Interestingly, the number of chain steps, the chain depth (Fig. 2) and even the total number of accessible paths (Szendro et al. 2013) seem to be peaked at intermediate weight of epistatic interactions. All these measures are related both to evolvability—deep chains show that fitness-increasing paths are open—and to constraints—chains represent obligatory paths in evolution. This suggests an evolutionary interpretation of these peaks in terms of the tradeoff between evolvability (higher at low epistasis) and constraints (stronger with high epistasis). Previous measures that were shown numerically and by some analytical approximations to be non-monotonic include the total number of accessible paths (Szendro et al. 2013) and the number of exceedances, i.e. the number of available fitness-increasing mutations after an evolutionary step (Neidhart et al. 2014), which are also related to evolvability and constraints. It is worth mentioning that chains and exceedance are both related to the out-degree distribution after one step of increasing fitness. This suggests that beyond the out-degree distribution, it is perhaps worth characterizing the sequences of out-degrees, e.g. the out-degree distribution along evolutionary paths.

Interestingly, many real landscapes tend to have longer chains than expected according to theoretical landscape models with random epistasis. This is the case for both experimental landscapes from Weinreich et al. (2006) and de Visser et al. (2009). This is especially apparent and interesting in the former landscape, since it implies some highly non-random structure of epistatic interactions for this set of mutations. This result has been found independently by randomization tests (Weinreich et al. 2013) and cannot be seen in complex measures of epistasis like the Fourier spectrum (Stadler 1996; Szendro et al. 2013) or the decay of correlations γd (Ferretti et al. 2016), however our chain measures were able to capture this signal. A possible explanation for this is the heterogeneity between the functional and selective effect of different mutations in real landscapes.

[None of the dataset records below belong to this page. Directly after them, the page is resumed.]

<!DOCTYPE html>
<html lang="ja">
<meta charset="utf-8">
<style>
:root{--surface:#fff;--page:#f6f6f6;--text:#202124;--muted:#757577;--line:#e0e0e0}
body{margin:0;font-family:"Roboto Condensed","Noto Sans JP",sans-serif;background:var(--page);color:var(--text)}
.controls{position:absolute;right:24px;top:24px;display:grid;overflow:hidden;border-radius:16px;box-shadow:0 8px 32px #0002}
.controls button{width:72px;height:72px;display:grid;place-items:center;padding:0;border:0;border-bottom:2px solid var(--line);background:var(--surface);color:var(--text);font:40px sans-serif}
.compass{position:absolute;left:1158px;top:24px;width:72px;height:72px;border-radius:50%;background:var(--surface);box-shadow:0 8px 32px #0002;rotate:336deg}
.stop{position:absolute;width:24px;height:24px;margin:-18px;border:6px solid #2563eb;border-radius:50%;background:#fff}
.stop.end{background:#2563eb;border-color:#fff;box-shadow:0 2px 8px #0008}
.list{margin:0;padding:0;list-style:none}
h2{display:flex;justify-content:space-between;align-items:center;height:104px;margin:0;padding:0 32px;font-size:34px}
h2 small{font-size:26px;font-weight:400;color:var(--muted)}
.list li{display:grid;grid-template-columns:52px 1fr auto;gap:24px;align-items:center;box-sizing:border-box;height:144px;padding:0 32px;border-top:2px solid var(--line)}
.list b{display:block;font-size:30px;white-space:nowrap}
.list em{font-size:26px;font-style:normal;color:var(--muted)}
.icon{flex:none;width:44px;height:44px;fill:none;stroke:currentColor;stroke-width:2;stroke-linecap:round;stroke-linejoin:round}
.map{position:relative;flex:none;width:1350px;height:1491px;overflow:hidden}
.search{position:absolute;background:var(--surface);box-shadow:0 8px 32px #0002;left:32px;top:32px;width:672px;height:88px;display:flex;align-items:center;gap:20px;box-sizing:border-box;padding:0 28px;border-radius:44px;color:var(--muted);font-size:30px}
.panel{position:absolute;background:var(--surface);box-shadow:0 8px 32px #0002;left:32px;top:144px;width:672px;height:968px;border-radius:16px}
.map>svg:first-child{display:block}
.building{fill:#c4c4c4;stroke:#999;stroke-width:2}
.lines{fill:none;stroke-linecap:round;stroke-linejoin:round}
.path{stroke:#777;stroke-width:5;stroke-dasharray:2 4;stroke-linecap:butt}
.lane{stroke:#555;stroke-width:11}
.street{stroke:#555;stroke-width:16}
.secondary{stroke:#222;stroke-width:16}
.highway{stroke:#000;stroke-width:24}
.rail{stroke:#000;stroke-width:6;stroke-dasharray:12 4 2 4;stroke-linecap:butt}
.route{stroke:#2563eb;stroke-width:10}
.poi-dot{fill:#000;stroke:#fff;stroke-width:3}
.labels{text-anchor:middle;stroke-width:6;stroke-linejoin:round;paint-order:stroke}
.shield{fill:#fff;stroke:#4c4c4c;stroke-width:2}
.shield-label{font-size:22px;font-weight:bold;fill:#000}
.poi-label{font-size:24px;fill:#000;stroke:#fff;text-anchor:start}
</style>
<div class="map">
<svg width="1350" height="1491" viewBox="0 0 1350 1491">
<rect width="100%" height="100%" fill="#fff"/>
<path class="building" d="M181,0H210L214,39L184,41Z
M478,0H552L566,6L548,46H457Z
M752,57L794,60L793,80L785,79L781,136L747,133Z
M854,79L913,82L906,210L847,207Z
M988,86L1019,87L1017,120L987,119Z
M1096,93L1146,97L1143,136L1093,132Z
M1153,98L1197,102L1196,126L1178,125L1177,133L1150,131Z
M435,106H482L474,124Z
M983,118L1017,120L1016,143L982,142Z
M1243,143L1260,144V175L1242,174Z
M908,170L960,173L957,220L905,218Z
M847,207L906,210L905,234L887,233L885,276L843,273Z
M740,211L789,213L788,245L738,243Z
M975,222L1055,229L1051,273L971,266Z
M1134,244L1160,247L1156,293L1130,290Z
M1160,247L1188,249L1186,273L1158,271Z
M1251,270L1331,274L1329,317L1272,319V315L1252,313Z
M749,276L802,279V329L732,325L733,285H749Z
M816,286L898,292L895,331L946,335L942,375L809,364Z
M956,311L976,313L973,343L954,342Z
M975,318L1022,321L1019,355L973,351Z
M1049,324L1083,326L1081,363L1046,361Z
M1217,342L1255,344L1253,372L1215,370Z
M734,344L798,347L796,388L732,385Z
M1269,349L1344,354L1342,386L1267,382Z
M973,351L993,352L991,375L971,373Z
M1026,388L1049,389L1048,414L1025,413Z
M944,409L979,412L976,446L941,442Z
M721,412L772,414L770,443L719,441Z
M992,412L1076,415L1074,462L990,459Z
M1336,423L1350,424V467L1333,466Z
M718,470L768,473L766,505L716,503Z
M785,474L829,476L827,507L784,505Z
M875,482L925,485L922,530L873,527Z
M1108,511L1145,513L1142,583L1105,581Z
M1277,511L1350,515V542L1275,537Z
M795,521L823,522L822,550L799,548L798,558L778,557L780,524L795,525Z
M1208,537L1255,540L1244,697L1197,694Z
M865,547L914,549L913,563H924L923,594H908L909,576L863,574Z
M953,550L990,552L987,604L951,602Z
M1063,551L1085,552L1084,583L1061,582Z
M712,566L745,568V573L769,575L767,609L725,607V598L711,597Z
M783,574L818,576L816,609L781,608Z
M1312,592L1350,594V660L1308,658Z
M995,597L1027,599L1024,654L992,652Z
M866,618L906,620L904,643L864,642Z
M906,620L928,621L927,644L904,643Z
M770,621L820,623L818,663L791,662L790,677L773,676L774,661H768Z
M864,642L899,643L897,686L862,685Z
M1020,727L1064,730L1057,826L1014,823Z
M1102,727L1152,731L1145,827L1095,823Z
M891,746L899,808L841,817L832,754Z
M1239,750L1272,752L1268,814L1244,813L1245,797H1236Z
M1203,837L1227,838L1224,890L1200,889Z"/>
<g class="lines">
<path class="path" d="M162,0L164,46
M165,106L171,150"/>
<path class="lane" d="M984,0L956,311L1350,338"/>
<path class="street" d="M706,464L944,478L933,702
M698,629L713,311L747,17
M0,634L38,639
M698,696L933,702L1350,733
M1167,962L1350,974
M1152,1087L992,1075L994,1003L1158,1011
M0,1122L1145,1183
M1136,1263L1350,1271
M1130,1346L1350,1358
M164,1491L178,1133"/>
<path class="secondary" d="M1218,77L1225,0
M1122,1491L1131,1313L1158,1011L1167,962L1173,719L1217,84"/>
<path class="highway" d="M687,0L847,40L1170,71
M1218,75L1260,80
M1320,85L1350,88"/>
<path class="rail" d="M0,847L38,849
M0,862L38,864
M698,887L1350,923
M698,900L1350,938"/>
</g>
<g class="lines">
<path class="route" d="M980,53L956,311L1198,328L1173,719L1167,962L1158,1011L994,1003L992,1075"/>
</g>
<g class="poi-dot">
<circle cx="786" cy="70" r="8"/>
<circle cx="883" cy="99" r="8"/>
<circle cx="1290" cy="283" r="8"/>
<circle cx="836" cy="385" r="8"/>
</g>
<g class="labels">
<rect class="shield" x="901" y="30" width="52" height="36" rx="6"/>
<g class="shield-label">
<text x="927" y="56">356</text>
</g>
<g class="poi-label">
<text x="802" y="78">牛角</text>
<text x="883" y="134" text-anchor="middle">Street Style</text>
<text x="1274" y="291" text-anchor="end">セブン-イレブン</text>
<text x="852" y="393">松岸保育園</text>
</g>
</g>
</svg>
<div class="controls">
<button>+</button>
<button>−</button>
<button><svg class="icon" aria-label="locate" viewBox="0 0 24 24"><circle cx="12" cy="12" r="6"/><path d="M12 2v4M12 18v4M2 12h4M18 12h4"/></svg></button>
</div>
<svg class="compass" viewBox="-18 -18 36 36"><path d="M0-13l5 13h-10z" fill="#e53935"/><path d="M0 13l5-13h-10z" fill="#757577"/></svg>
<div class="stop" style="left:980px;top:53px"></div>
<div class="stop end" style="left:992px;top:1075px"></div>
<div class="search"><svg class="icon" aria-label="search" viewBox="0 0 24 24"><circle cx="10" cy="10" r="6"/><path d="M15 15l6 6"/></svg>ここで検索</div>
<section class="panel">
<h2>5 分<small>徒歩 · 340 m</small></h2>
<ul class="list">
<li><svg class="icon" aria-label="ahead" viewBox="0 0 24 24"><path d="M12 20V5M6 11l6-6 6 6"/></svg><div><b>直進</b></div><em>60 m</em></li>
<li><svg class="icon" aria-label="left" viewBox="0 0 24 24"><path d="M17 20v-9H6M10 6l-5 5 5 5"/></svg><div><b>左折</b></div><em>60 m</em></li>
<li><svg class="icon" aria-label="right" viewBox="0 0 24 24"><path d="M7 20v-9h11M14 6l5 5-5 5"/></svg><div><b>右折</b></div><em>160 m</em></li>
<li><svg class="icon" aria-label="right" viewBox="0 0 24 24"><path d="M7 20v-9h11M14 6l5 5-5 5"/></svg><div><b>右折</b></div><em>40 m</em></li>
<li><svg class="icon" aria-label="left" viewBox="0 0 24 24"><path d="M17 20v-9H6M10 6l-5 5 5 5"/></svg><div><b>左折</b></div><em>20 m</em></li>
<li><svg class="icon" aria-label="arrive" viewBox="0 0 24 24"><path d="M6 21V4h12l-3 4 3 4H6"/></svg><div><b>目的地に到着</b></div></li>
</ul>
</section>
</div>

Chains are natural measures both from the evolutionary point of view and from the mathematical point of view. For most small empirical landscapes currently available (biallelic and with L ≈ 4–6 loci), peaks and chains summarize most of the information about local evolutionary constraints and especially about the distribution of beneficial mutations. However, for larger landscapes or multi-allelic ones, other measures could be more informative about local and global constraints. This issue is discussed in details in the first two sections of the Appendix: in the first one we explain the reasons for the weak dependence of the number of chain steps on epistasis in terms of the behavior of the distribution of the number of beneficial mutations, while in the second we employ this framework to provide a guide to the choice of measures weakly related to epistasis in large multi-allelic landscapes. Global constraints can be also summarized by generalized chains, which are sets of “obligate” genotypes along evolutionary paths. These generalized chains describe non-local constraints and represent an interesting and potentially new source of information on the evolutionary dynamics in larger landscapes.

We are still far from predicting evolution on real landscapes based on their measures, partly because of the incomplete knowledge of the structure of real landscapes, and partly because of the lack of measures with a natural evolutionary interpretation. In the future, we expect to witness a strong increase in the number of publications of new experimentally resolved empirical landscapes. The measures that we propose here will therefore find applications in the understanding and classification of these landscapes, as well as in studies of model landscapes. The new chain measures are able to reveal information that is uncorrelated with the strength or amount of epistasis in the landscape, hence they will represent useful tools to discriminate and classify fitness landscapes. Chains also highlight the interplay of constraints and evolvability that influence evolution on complex landscapes.